I think this behavior should be the default one.

evs-chris commented 6 years ago

After pondering this for a bit, it's still a bit chewy. The inner component can't really check for an on-hello above it's own template, because the corresponding event is no longer hello beyond its own template because at that point it's mycomp.hello. I think the best solution to this would be to add events to the set of component registered attributes in some way so that they can get yielded through correctly. That would let the mysupercomp pass its on-hello through to mycomp, where it could then be detected correctly, though I'm not 100% sure how that works out with crossing contexts.

ceremcem commented 6 years ago

So can't a component pass any listener to the child only if that listener exists? It can't be that easy, but my first attempt is using a regex for this purpose:

template.replace(/(\s+)(on-[a-z-]+)=(["'])([a-zA-Z0-9]+)(["'])/g, 
    '$1{{#if @this.getContext().hasListener(\'$4\')}}$2=$3$4$5{{/if}}')

Playground

ceremcem commented 6 years ago

...yeah, moreover, there is an extra complexity in the process. If we take a look at this example, we have to define a MITM event which would mislead the regex:

Ractive.components["super-foo"] = Ractive.extend({
  template: `
    <foo y="superrr" 
      {{#if @context.hasListener('select',true)}}on-select="_select"{{/if}}
      >
      {{#partial custom}}
        button count {{x}}
      {{/partial}}
    </foo>
  `,
  on: {
    _select: function(ctx, ...args){
      var c = ctx.getParent(true); c.refire = true;
      this.fire('select', c, ...args);
    }
  }
})

Here _select is not meant to be declared if select listener does not exist for super-foo component. Thus, my previous regex won't work for this case as it will always detect _select listener declared.

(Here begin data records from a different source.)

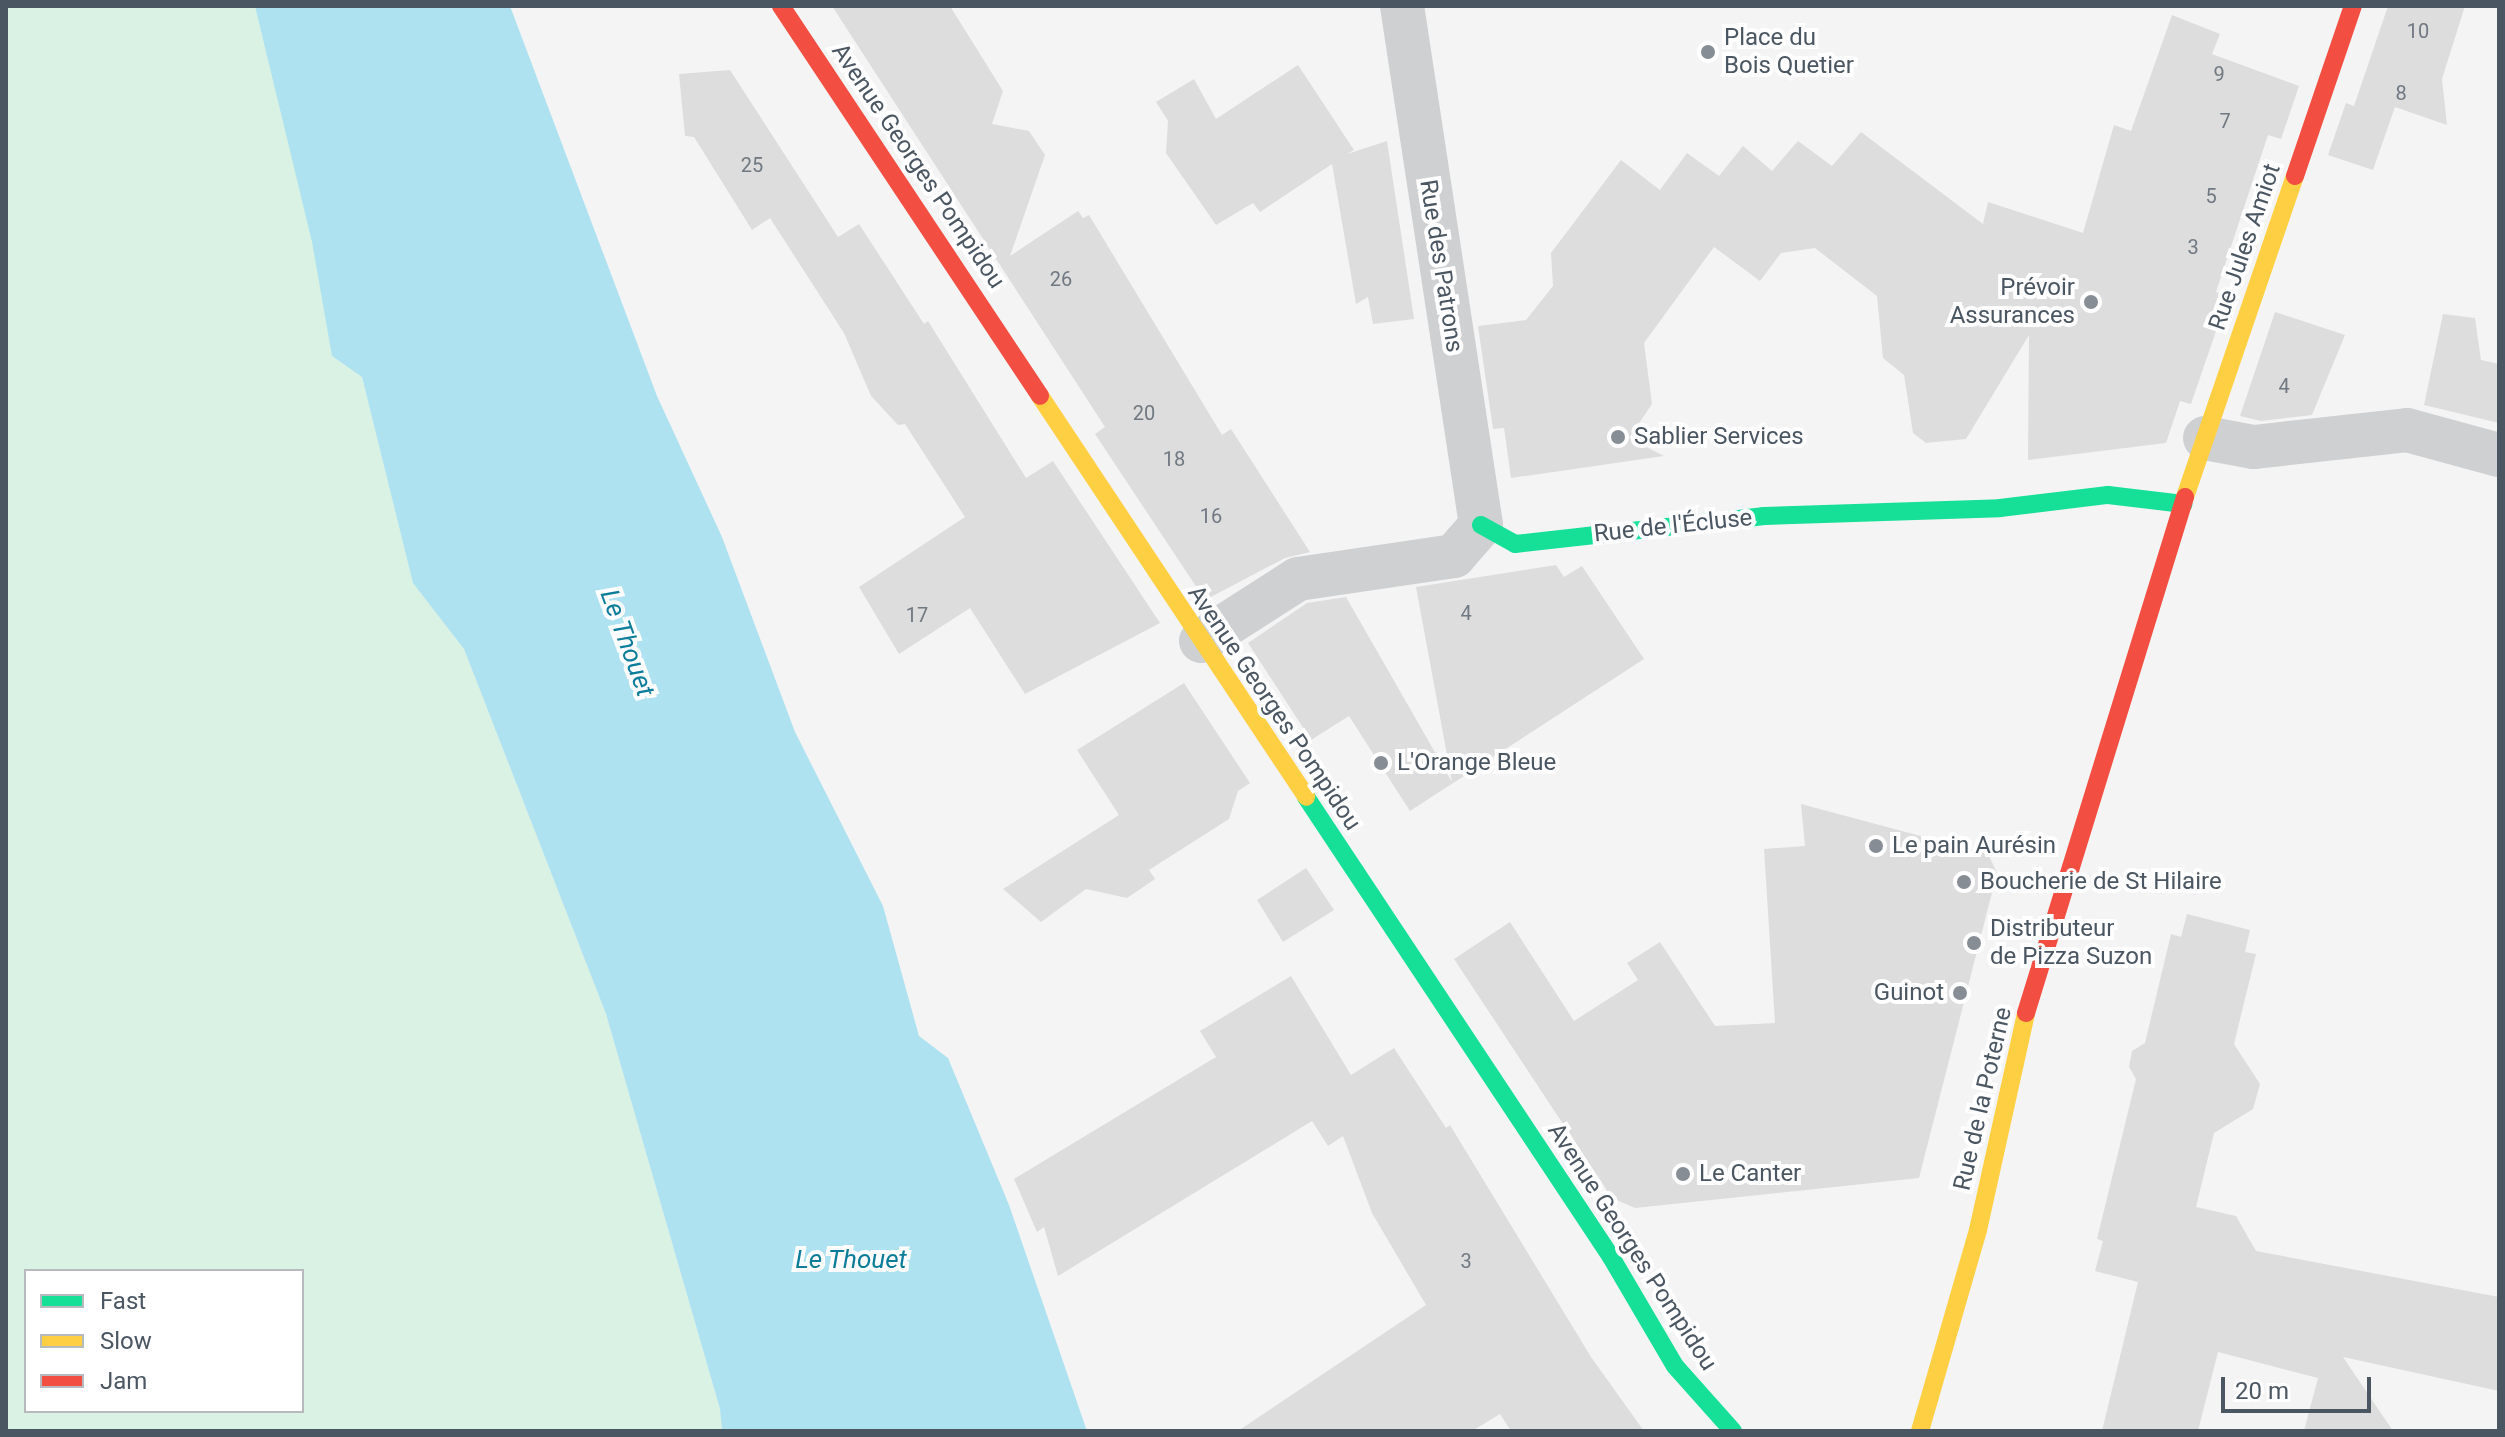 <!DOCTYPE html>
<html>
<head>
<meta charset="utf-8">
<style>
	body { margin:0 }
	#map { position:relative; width:2505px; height:1437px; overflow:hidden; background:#f4f4f4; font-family:Roboto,sans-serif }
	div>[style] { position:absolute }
	.green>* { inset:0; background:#d9f2e3 }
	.water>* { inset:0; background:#aee2f0 }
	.building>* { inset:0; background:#ddddde }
	.street>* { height:44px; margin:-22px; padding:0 22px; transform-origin:22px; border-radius:22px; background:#ced0d2 }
	.fast>* { height:18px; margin:-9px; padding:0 9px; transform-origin:9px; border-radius:9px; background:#16e098 }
	.slow>* { height:18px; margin:-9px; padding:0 9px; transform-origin:9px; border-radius:9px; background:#ffcf43 }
	.jam>* { height:18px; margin:-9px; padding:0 9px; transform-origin:9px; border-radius:9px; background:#f24e42 }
	.dots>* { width:22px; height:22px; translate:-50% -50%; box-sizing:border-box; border:4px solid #fff; border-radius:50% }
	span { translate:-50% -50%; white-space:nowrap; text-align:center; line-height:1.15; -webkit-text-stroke:8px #fff; paint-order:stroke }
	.number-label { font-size:20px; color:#707881 }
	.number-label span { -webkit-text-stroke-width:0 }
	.poi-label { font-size:24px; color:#4a5661 }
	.left { translate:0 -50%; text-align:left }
	.right { translate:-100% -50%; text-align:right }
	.street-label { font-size:24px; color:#4a5661 }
	.water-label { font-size:26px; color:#0c7c9b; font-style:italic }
	.frame { position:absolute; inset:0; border:8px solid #4a5661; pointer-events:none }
	.legend { position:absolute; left:24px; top:1269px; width:280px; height:144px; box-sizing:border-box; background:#fff; border:2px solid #b7bbc0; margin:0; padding:10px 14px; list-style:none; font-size:24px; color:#4a5661 }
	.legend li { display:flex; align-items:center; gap:16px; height:40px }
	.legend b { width:40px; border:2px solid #b7bbc0 }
	.scale { position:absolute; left:2221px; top:1377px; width:150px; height:36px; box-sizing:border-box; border:4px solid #4a5661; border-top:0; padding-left:10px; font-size:24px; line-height:28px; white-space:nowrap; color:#4a5661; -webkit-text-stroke:6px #fff; paint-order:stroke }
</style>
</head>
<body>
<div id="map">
	<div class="green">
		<div style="clip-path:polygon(evenodd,6px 6px,393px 6px,332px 356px,362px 377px,413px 582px,464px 649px,606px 1014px,720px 1409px,722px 1431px,6px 1431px,6px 6px,26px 1271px,302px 1271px,302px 1411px,26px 1411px,26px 1271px)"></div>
	</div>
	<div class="water">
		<div style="clip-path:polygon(255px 6px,510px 6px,657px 396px,722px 537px,795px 732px,883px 906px,919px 1036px,948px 1058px,1009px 1205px,1087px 1431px,722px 1431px,720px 1409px,606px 1014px,464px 649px,413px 583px,362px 377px,332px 356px,312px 242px)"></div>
	</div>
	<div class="building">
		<div style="clip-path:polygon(832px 6px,950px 6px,1003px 91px,992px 124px,1029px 131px,1045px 155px,1010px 256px,1078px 211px,1083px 218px,1089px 215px,1222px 435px,1231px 429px,1310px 552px,1285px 558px,1205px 600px,1095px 434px,1105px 427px)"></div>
		<div style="clip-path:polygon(2388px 6px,2465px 6px,2442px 79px,2447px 125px,2395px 107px,2373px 170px,2328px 155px,2346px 103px,2354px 106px)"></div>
		<div style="clip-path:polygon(2172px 15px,2220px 34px,2212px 54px,2299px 86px,2281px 139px,2268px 135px,2216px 292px,2228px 296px,2191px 404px,2180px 401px,2166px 443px,2028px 460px,2029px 335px,1966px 439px,1926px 443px,1913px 433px,1904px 375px,1883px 358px,1877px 296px,1815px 248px,1781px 253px,1760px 281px,1714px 247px,1644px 343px,1652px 404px,1629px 438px,1664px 456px,1511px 478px,1504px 428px,1493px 429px,1478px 326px,1526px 320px,1553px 286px,1551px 253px,1621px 160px,1660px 190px,1687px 153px,1719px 176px,1743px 146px,1772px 171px,1798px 141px,1832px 166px,1861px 132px,1983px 224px,1988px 202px,2083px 233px,2114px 125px,2131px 131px)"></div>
		<div style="clip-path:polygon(1298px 65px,1354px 150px,1347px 154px,1387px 141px,1414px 319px,1373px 324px,1368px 297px,1356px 304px,1332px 164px,1260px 212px,1253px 203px,1216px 225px,1166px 153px,1168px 121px,1156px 102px,1194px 79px,1216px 119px)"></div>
		<div style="clip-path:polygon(730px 70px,838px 237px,859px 224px,924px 324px,928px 321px,1026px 478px,1053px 461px,1160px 623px,1025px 694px,970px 608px,899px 654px,859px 587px,965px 517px,905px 424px,898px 425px,871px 396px,844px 333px,770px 218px,752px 230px,694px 137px,685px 136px,679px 74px)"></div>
		<div style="clip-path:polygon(2275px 312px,2345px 335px,2312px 415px,2261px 421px,2240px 416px)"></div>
		<div style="clip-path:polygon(2443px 314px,2475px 318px,2481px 360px,2499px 364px,2499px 423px,2424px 405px)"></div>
		<div style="clip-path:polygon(1556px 565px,1564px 577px,1582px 566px,1644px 659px,1410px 811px,1349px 716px,1311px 740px,1248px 643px,1307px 603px,1346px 597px,1452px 782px,1416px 587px)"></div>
		<div style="clip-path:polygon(1184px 683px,1250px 783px,1238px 791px,1229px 819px,1149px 870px,1155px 879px,1127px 898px,1086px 889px,1041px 922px,1003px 889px,1119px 815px,1077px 750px)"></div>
		<div style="clip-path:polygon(1801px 804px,1988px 854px,1997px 873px,1919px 1178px,1635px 1208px,1612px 1198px,1454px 959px,1510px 922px,1574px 1021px,1638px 980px,1627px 963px,1660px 942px,1715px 1026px,1775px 1023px,1764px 849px,1805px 846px)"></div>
		<div style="clip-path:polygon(1306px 868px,1334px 910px,1283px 942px,1257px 900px)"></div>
		<div style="clip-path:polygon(2187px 914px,2250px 930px,2245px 952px,2256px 954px,2234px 1044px,2260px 1084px,2253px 1109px,2214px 1133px,2196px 1207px,2236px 1216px,2256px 1251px,2499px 1297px,2499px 1391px,2343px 1357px,2393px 1431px,2304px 1431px,2318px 1378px,2218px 1352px,2198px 1431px,2102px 1431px,2138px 1282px,2095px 1271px,2103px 1241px,2097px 1239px,2136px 1079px,2129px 1067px,2132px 1051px,2145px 1043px,2171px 934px,2181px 937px)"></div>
		<div style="clip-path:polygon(1291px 976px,1351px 1075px,1394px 1048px,1446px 1128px,1450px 1125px,1591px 1357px,1644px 1431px,1511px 1431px,1500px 1414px,1472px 1431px,1238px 1431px,1426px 1305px,1372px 1213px,1343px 1136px,1328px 1146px,1312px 1121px,1058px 1276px,1044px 1227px,1037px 1232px,1014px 1179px,1216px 1057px,1200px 1031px)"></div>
	</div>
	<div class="street">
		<div style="left:2205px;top:438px;width:50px;rotate:10.4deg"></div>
		<div style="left:2254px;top:447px;width:154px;rotate:-6.3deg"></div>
		<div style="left:2407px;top:430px;width:95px;rotate:15.2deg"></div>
		<div style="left:1201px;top:641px;width:115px;rotate:-32.6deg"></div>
		<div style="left:1298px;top:579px;width:158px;rotate:-8.4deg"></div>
		<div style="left:1454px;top:556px;width:41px;rotate:-48.9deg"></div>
		<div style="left:1481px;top:525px;width:525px;rotate:-98.65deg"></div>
	</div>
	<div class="fast">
		<div style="left:1481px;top:525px;width:39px;rotate:29deg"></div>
		<div style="left:1515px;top:544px;width:251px;rotate:-6.4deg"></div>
		<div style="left:1764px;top:516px;width:236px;rotate:-1.9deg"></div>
		<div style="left:2000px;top:508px;width:109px;rotate:-6.9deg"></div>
		<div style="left:2108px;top:495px;width:76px;rotate:6.8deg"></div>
		<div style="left:1306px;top:797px;width:552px;rotate:56.45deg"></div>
		<div style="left:1611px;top:1257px;width:126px;rotate:59.6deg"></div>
		<div style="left:1675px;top:1366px;width:87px;rotate:48.3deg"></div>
	</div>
	<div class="slow">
		<div style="left:1040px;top:396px;width:481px;rotate:56.4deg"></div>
		<div style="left:2185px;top:497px;width:339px;rotate:-71.1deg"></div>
		<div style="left:1920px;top:1431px;width:209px;rotate:-73.9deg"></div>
		<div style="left:1978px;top:1230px;width:222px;rotate:-77.5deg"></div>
	</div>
	<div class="jam">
		<div style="left:781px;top:6px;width:468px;rotate:56.4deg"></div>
		<div style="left:2295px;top:176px;width:180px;rotate:-71.2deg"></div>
		<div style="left:2026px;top:1013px;width:540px;rotate:-72.87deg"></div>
	</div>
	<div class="dots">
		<div style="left:1708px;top:52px;background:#868d94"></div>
		<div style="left:2091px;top:302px;background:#868d94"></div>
		<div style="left:1618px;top:437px;background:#868d94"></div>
		<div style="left:1381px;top:763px;background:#868d94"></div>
		<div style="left:1876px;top:846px;background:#868d94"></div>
		<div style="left:1964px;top:882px;background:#868d94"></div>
		<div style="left:1974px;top:943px;background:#868d94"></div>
		<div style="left:1960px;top:993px;background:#868d94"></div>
		<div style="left:1683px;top:1174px;background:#868d94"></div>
	</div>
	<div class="number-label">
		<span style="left:2418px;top:31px">10</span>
		<span style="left:2219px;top:74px">9</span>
		<span style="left:2401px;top:93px">8</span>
		<span style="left:2225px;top:121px">7</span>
		<span style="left:752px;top:165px">25</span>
		<span style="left:2211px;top:196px">5</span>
		<span style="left:2193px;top:247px">3</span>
		<span style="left:1061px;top:279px">26</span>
		<span style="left:2284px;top:386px">4</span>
		<span style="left:1144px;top:413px">20</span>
		<span style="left:1174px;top:459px">18</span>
		<span style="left:1211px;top:516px">16</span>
		<span style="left:1466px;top:613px">4</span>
		<span style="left:917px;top:615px">17</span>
		<span style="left:1466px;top:1261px">3</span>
	</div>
	<div class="poi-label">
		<span class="left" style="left:1724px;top:52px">Place du<br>Bois Quetier</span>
		<span class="right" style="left:2075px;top:302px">Prévoir<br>Assurances</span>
		<span class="left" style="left:1634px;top:437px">Sablier Services</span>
		<span class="left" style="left:1397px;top:763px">L'Orange Bleue</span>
		<span class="left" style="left:1892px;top:846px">Le pain Aurésin</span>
		<span class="left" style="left:1980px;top:882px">Boucherie de St Hilaire</span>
		<span class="left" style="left:1990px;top:943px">Distributeur<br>de Pizza Suzon</span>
		<span class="right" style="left:1944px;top:993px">Guinot</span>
		<span class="left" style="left:1699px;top:1174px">Le Canter</span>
	</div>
	<div class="street-label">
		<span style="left:918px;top:166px;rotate:56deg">Avenue Georges Pompidou</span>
		<span style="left:2245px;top:247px;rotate:-71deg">Rue Jules Amiot</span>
		<span style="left:1441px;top:266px;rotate:81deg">Rue des Patrons</span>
		<span style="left:1673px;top:526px;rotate:-6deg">Rue de l'Écluse</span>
		<span style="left:1274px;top:708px;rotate:56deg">Avenue Georges Pompidou</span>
		<span style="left:1983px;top:1099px;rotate:-77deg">Rue de la Poterne</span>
		<span style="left:1632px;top:1247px;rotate:57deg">Avenue Georges Pompidou</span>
	</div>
	<div class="water-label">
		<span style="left:627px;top:643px;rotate:70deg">Le Thouet</span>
		<span style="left:851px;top:1260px">Le Thouet</span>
	</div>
	<div class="frame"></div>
	<ul class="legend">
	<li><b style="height:10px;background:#16e098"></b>Fast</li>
	<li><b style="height:10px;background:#ffcf43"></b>Slow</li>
	<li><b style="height:10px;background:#f24e42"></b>Jam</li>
	</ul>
	<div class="scale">20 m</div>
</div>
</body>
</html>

There are 3 different handlers here: select, select and _select (yes, first two shares the same name). First select is what super-foo listens for, eg <super-foo on-select="blahblah" ..., second select is what foo expects to listen, third one, the _select is actually the first one with MITM applied to re-propagate the foo context.

I accept that this is something we should handle manually. Less magic is better, that's why I'm going to close this issue.